• [Assignment]:
Tell me how many lines in the data include "turn", and keep the reply to that number.

(Exercise materials)

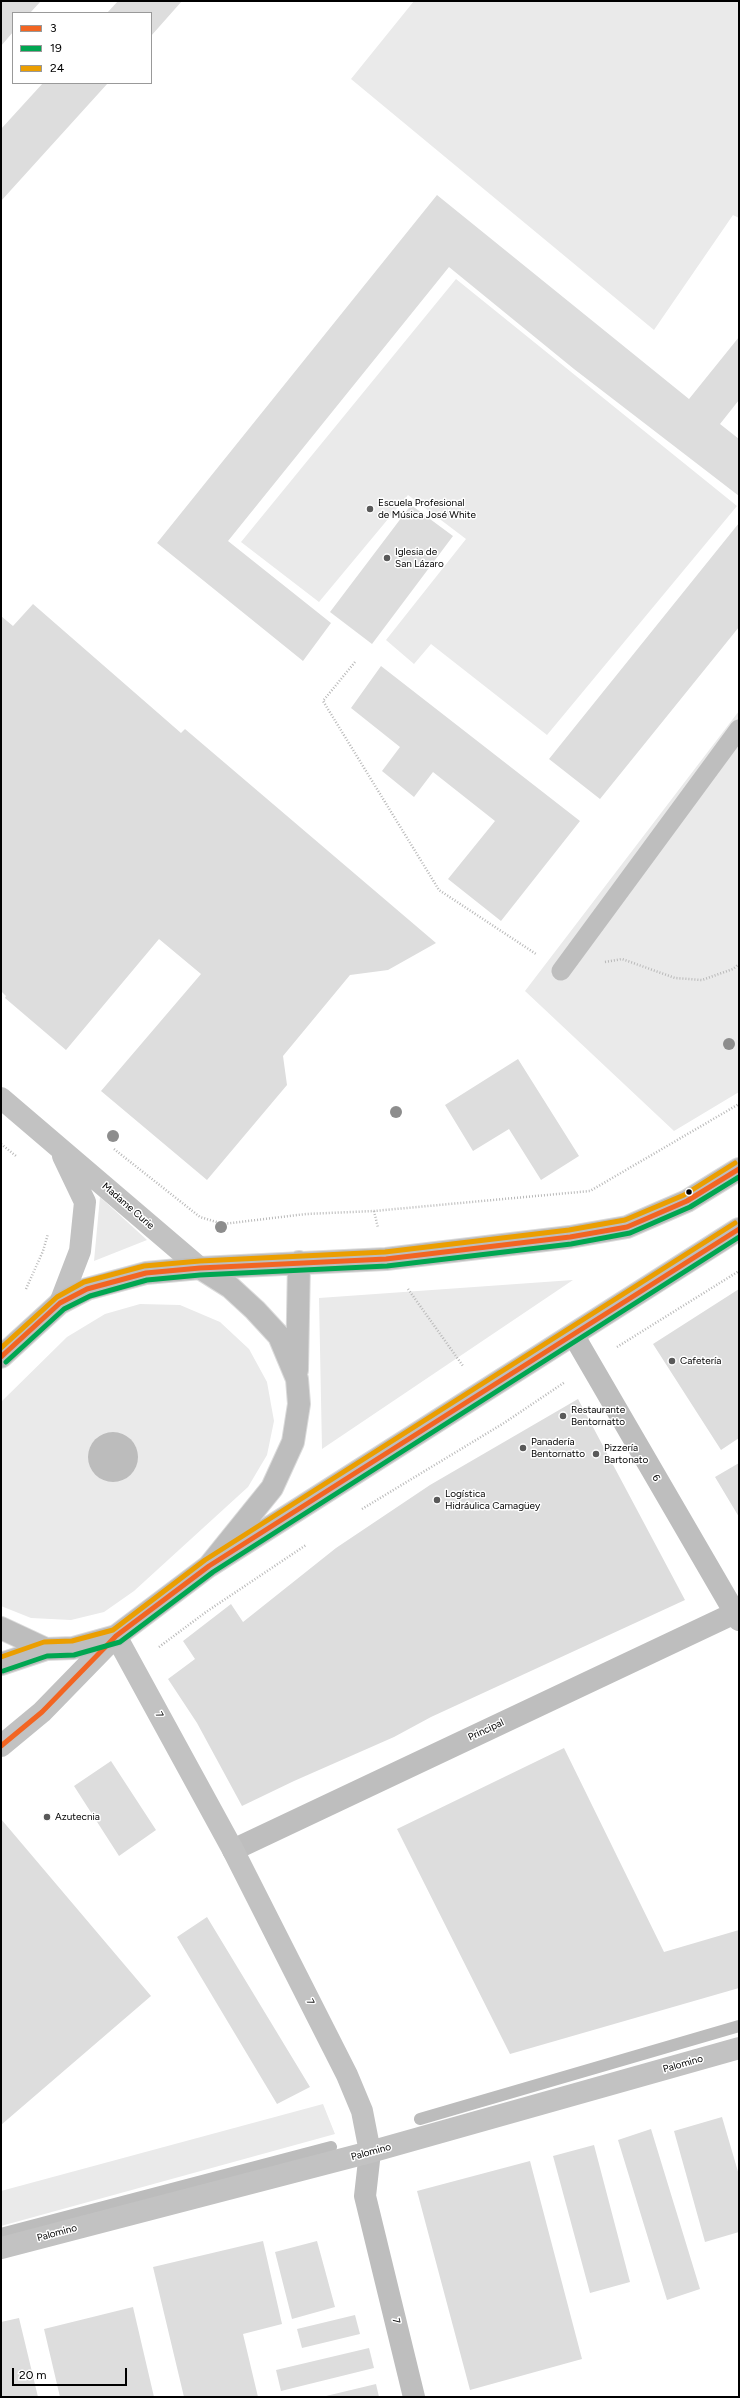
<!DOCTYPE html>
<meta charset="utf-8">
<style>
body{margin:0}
#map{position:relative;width:740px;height:2398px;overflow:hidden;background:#fff;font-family:Figtree,sans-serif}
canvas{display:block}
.frame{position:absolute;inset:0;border:2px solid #000;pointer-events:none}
.legend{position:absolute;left:12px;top:12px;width:140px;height:72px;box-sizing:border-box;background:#fff;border:1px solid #999;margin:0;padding:5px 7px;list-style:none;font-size:12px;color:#000}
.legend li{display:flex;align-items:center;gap:8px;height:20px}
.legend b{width:20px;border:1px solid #999}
.scale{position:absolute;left:12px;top:2368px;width:115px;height:18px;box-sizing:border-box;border:2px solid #000;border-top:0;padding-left:5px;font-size:12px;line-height:14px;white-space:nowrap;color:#000;-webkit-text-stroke:3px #fff;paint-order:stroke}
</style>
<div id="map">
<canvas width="740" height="2398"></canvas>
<div class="frame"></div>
<ul class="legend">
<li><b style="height:5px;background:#f26522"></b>3</li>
<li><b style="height:5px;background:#00a651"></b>19</li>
<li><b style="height:5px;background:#eb9e00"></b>24</li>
</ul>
<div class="scale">20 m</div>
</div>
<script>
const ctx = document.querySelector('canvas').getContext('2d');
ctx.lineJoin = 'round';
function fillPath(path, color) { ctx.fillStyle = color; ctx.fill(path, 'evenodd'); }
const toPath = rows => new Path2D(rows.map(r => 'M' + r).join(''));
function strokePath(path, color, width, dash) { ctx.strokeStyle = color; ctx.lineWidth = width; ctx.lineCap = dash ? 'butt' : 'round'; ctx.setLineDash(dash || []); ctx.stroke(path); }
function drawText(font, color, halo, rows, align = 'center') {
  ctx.font = font + ' Figtree,sans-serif'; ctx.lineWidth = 3; ctx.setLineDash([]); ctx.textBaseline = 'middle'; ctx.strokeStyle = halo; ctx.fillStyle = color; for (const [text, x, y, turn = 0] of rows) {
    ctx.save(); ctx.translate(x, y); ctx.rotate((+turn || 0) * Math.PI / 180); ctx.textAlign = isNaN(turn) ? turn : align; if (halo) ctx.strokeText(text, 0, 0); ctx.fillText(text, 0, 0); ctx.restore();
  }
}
const green = toPath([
 [414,1,739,1,739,218,733,215,654,330,351,79],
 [456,279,737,506,547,735,431,644,414,664,386,640,466,539,408,495,319,602,241,542],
 [739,711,739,1092,674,1131,525,991],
 [100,1197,147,1240,94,1261],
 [573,1280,322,1449,319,1298],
 [140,1304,180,1305,220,1322,249,1349,267,1382,274,1421,267,1455,248,1487,134,1591,104,1612,71,1620,31,1618,1,1606,1,1402,67,1337,105,1314],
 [323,2104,335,2134,1,2226,1,2191]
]);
const water = toPath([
 '88 1457a25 25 0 1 1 50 0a25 25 0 1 1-50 0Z'
]);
const stream = toPath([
 [420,2119,739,2026],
 [1,2234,331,2147]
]);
const building = toPath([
 [1,1,41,1,30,13,13,13,13,32,1,46],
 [118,1,182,1,151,36,151,13,107,13],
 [43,83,108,83,1,201,1,129],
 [437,195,689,399,739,337,739,400,720,424,739,439,739,496,574,369,449,267,228,541,331,623,303,661,157,543],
 [411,505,453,536,372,644,330,612],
 [739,523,739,627,600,799,549,759],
 [33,604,181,733,185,729,436,943,388,970,350,975,283,1056,287,1085,207,1180,101,1091,201,974,159,939,66,1050,5,998,6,996,1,991,1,616,13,626],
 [381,666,580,821,501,921,448,879,495,821,433,772,414,797,382,771,400,747,351,708],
 [518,1059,579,1156,541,1180,509,1129,473,1151,445,1105],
 [739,1289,739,1438,721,1450,653,1344],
 [578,1399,685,1600,431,1717,394,1737,294,1781,242,1806,197,1723,168,1679,195,1659,183,1641,231,1604,243,1622,336,1548,430,1485],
 [739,1463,739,1517,715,1477],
 [564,1748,664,1952,739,1930,739,1988,510,2054,397,1829],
 [111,1761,156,1830,119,1856,74,1786],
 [1,1819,151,1996,1,2125],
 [207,1917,310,2087,277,2104,177,1937],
 [722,2117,739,2175,739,2232,705,2242,674,2131],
 [651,2129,700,2289,667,2300,618,2140],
 [594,2145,630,2282,590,2293,553,2156],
 [530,2161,582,2359,470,2390,417,2191],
 [263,2241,282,2324,243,2334,258,2397,184,2397,153,2267],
 [317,2241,335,2307,292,2319,275,2252],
 [133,2307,154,2397,60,2397,44,2329],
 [355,2315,360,2334,302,2348,297,2329],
 [19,2318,38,2397,1,2397,1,2322],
 [369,2348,374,2368,281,2391,276,2370],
 [376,2384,379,2397,326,2397,326,2396]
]);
const path = toPath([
 [355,662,323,701,439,890,536,954],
 [605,962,622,959,675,978,702,980,733,969,739,964],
 [1,1144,16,1156],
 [114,1149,200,1217,223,1224,306,1214,374,1211,590,1191,739,1104],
 [374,1211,378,1228],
 [26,1289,43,1251,48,1234],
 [408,1289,463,1366],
 [617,1347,739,1271],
 [362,1509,504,1423,565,1382],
 [159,1647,206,1612,306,1545]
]);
const lane = toPath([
 [561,971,739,729]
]);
const street = toPath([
 [574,1336,739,1620],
 [233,1850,739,1611],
 [370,2152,365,2196,414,2397]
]);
const secondary = toPath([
 [1,1098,200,1268],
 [60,1303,80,1251,85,1202,63,1156],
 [1,1746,42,1712,116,1636,233,1850,347,2075,362,2111,370,2152],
 [1,2248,370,2152,739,2048]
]);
const primary = toPath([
 [1,1357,60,1303,87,1289,146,1273,200,1268,386,1259,570,1237,627,1227,687,1201,739,1169],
 [297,1370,299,1262],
 [209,1566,739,1229],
 [1,1628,46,1649,73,1648,116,1636,209,1566,272,1488,293,1442,299,1404,297,1379,279,1336,255,1310,230,1287,200,1268],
 [1,1664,46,1649]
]);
const bus1 = toPath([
 [1,1357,60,1303,87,1289,146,1273,200,1268,386,1259,570,1237,627,1227,687,1201,739,1169],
 [1,1746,42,1712,116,1636,209,1566,739,1229]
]);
const bus2 = toPath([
 [6,1362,64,1309,90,1296,147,1280,200,1275,387,1266,571,1244,630,1233,690,1207,739,1177],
 [3,1671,47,1656,74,1655,120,1642,213,1572,739,1237]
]);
const bus3 = toPath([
 [1,1348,57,1297,84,1282,144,1266,200,1261,385,1252,569,1230,625,1220,684,1195,735,1163],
 [1,1657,44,1642,72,1641,113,1630,205,1560,735,1223]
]);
const trees = [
 [729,1044],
 [396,1112],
 [113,1136],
 [221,1227]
];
const markers = [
 [370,509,4,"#595959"],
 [387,558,4,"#595959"],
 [689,1192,3.5,"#000"],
 [672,1361,4,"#595959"],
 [563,1416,4,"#595959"],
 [523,1448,4,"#595959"],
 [596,1454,4,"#595959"],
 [437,1500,4,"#595959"],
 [47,1817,4,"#595959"]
];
const poiNames = [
 ["Escuela Profesional",378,503],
 ["de Música José White",378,515],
 ["Iglesia de",395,552],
 ["San Lázaro",395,564],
 ["Cafetería",680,1361],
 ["Restaurante",571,1410],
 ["Bentornatto",571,1422],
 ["Panadería",531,1442],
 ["Bentornatto",531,1454],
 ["Pizzería",604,1448],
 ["Bartonato",604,1460],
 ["Logística",445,1494],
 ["Hidráulica Camagüey",445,1506],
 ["Azutecnia",55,1817]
];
const streetNames = [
 ["Madame Curie",128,1206,41],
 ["6",656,1478,60],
 ["7",159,1715,61],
 ["Principal",486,1730,-25],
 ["7",310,2002,63],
 ["Palomino",683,2064,-16],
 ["Palomino",371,2152,-15],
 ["Palomino",57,2233,-15],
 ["7",396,2321,76]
];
fillPath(green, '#eaeaea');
fillPath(water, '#bcbcbc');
strokePath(stream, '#bcbcbc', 12);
fillPath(building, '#ddd');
strokePath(primary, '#dbdbdb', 24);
strokePath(path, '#b8b8b8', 2.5, [1, 2]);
strokePath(lane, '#bebebe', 19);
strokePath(street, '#bebebe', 22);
strokePath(secondary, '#c2c2c2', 22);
strokePath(primary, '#bdbdbd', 22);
strokePath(bus1, '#f26522', 5);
strokePath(bus2, '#00a651', 5);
strokePath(bus3, '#eb9e00', 5);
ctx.fillStyle = '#8d8d8d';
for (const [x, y] of trees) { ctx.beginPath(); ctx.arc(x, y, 6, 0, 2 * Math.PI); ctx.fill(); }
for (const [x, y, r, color] of markers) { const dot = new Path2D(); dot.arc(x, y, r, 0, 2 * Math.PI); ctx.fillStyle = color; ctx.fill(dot); strokePath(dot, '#fff', 1.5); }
drawText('10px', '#000', '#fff', poiNames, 'left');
drawText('10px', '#000', '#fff', streetNames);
</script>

(End Exercise materials)

• [Task solution]:
2